Part of the official UK Kennel Club testing scheme in Leonberger
Polyneuropathy Type 1 (LPN1) in Leonbergers and Saint Bernard dogs is an inherited polyneuropathy (PN), which is characterised by generalised weakness, low muscle tone, exercise intolerance, gait abnormalities and muscle atrophy of the pelvic limbs. Degeneration of the recurrent laryngeal nerve results in laryngeal paralysis, which causes abnormal barking and breathing sounds. Age of onset ranges from less than one to 11 years of age. LPN1 accounts for approximately 11% of all PN cases in the Leonberger breed, and 2 additional variants have been identified as well, LPN2 and LPPN3.
The 10bp deletion in the gene called ARHGEF10 that causes Polyneuropathy in Leonberger is autosomal recessive. This means that dogs that carry two copies of the mutation (homozygotes) will almost certainly develop Polyneuropathy during their lives. Dogs that carry a single copy of the mutation (also known as carriers or heterozygotes) will not develop Polyneuropathy as a result of the ARHGEF10 mutation, but they will pass the mutation onto about half of any offspring they have. Breeding dogs that will not develop Polyneuropathy should be the breeder’s priority, with a reduction in mutation frequency within the whole breed being the secondary, longer-term target.

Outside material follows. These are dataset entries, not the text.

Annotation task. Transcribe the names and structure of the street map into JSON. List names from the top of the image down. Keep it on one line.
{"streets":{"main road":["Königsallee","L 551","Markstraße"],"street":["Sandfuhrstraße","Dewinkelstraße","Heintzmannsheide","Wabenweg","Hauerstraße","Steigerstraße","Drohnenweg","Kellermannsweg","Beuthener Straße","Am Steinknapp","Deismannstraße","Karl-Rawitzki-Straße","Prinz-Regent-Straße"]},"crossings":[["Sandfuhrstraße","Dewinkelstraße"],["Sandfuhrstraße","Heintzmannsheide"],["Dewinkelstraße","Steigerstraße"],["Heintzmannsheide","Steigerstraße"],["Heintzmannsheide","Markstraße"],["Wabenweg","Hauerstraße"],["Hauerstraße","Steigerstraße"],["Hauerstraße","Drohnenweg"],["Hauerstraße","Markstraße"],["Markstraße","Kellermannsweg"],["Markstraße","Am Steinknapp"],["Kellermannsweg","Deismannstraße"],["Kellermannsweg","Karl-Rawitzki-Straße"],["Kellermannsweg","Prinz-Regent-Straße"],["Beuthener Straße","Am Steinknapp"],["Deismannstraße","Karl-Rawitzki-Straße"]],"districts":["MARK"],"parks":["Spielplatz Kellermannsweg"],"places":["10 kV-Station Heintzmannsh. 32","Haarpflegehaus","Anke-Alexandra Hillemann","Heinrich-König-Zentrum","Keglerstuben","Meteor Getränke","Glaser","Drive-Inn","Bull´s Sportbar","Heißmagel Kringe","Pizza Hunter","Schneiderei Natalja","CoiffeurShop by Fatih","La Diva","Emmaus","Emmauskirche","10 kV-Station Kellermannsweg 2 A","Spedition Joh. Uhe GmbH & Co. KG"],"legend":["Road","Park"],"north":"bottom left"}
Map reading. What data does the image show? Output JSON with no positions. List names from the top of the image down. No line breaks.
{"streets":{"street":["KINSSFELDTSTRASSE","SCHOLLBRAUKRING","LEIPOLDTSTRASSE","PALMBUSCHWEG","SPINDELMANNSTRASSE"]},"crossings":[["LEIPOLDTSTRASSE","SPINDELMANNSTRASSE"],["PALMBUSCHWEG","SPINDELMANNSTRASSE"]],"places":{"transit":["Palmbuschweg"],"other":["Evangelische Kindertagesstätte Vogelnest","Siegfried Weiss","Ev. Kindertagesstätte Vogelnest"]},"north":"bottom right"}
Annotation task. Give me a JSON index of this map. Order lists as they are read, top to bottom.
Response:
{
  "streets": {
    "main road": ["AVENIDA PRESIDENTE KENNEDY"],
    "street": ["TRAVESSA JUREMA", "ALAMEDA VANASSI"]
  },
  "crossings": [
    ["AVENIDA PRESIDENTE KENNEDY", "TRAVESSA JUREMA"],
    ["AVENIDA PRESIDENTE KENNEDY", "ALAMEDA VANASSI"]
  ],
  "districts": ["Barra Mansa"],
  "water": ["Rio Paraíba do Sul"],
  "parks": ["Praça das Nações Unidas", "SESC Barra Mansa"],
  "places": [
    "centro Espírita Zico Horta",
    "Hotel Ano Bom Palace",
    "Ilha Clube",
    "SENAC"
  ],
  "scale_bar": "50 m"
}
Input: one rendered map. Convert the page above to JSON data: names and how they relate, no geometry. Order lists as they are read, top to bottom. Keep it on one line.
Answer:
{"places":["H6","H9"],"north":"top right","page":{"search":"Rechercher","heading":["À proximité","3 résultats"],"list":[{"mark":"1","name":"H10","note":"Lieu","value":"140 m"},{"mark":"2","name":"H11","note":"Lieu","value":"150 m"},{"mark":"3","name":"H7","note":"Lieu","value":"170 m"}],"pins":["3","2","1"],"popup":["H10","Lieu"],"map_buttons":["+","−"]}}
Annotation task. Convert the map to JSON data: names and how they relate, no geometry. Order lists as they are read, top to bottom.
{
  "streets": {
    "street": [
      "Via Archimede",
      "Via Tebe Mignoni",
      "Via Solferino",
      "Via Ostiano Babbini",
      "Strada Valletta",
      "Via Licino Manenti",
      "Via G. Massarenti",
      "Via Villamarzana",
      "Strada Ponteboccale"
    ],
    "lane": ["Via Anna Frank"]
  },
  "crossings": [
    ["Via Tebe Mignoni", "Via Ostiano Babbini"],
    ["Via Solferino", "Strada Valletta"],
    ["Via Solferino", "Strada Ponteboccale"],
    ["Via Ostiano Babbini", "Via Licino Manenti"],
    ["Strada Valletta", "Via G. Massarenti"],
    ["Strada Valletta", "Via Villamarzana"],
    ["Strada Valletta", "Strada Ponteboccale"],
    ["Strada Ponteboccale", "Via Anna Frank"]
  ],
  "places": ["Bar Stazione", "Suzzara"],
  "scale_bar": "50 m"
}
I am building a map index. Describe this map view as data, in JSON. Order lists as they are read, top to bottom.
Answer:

Carriers can be bred from safely, provided they are mated to a dog that has also been tested and is clear of the ARHGEF10 mutation (i.e. carry no copies of the mutation). If a carrier is mated to a clear dog approximately half of the resulting puppies will also be carriers so should be tested themselves prior to breeding. Breeding carriers to tested, clear dogs is safe, in terms of avoiding dogs affected with Polyneuropathy, and will help to maintain the genetic diversity of a breed. It is therefore encouraged, particularly in the first few generations following the availability of a new genetic test, so that other desirable characteristics and traits can be preserved before the frequency of the disease mutation within the breed is gradually reduced.